What Are the Effects of COVID-19 on Your Body?

COVID-19 affects far more than just the lungs. The virus can damage the heart, brain, kidneys, gut, and blood vessels, causing effects that range from a mild cold to life-threatening organ failure. Some people recover in days, while others develop symptoms that persist for months or years. Here’s what the virus does to the body during acute infection and beyond.

How the Virus Enters Your Cells

SARS-CoV-2 gets inside your cells by latching its spike protein onto a receptor called ACE2, which sits on the surface of cells throughout your body. ACE2 is present in the lungs, heart, kidneys, blood vessels, gut lining, pancreas, brain, and even the tongue. That wide distribution explains why COVID-19 can affect so many different organ systems at once.

In the lungs, ACE2 is most abundant on cells that maintain the tiny air sacs where oxygen enters your blood. When the virus hijacks these cells, it reduces the number of working ACE2 receptors on the surface, which disrupts the normal protective functions those receptors serve.
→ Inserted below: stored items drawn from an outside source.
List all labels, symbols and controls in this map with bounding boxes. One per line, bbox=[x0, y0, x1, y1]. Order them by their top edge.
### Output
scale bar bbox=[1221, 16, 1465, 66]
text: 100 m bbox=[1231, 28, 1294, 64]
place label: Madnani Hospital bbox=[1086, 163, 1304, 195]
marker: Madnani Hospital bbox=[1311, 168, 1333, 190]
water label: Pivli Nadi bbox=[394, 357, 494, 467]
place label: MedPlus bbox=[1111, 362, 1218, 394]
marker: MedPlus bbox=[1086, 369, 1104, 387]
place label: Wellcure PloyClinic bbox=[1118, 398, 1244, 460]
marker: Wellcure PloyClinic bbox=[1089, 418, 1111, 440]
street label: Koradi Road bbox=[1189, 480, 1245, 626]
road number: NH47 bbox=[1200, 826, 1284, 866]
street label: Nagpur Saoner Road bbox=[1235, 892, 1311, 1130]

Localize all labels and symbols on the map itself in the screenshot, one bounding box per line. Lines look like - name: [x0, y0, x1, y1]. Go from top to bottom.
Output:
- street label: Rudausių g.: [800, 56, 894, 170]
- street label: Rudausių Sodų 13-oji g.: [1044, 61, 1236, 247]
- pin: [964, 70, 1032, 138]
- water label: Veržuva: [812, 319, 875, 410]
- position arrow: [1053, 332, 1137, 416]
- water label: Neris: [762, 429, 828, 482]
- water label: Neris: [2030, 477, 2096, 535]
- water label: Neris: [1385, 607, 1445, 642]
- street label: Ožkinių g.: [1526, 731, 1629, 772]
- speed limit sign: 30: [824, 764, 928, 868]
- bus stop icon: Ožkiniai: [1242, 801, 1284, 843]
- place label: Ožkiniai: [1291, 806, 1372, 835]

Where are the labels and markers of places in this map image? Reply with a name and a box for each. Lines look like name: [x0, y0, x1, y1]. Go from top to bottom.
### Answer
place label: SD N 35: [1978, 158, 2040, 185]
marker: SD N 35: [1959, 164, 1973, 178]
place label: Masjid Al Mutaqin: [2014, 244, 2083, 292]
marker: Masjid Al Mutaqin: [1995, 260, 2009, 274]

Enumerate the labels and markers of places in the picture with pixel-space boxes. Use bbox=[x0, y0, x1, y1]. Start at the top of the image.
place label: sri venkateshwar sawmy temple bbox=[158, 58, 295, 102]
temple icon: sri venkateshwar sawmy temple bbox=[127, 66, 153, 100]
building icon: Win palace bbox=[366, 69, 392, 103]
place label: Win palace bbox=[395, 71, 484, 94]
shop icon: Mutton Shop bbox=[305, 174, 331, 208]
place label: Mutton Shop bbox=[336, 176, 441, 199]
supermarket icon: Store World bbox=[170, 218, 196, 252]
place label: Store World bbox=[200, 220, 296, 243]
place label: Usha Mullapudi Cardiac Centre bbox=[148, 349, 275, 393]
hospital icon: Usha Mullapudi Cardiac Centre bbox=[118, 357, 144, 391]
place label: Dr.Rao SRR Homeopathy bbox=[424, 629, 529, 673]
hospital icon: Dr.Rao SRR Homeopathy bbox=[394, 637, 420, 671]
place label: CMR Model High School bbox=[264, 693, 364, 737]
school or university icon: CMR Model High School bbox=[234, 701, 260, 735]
The virus also targets blood vessel walls directly, since vascular cells are major ACE2 carriers. This vascular involvement is a key reason COVID-19 triggers clotting problems and inflammation far from the respiratory tract.

Common Symptoms During Acute Infection

A large meta-analysis across multiple studies found fever in about 81% of confirmed cases, cough in 59%, and fatigue in 39%. Shortness of breath appeared in roughly 26% of patients. These numbers reflect the earlier, more severe waves of infection; milder variants and widespread immunity have shifted the typical presentation closer to an upper respiratory illness for many people, though severe disease still occurs.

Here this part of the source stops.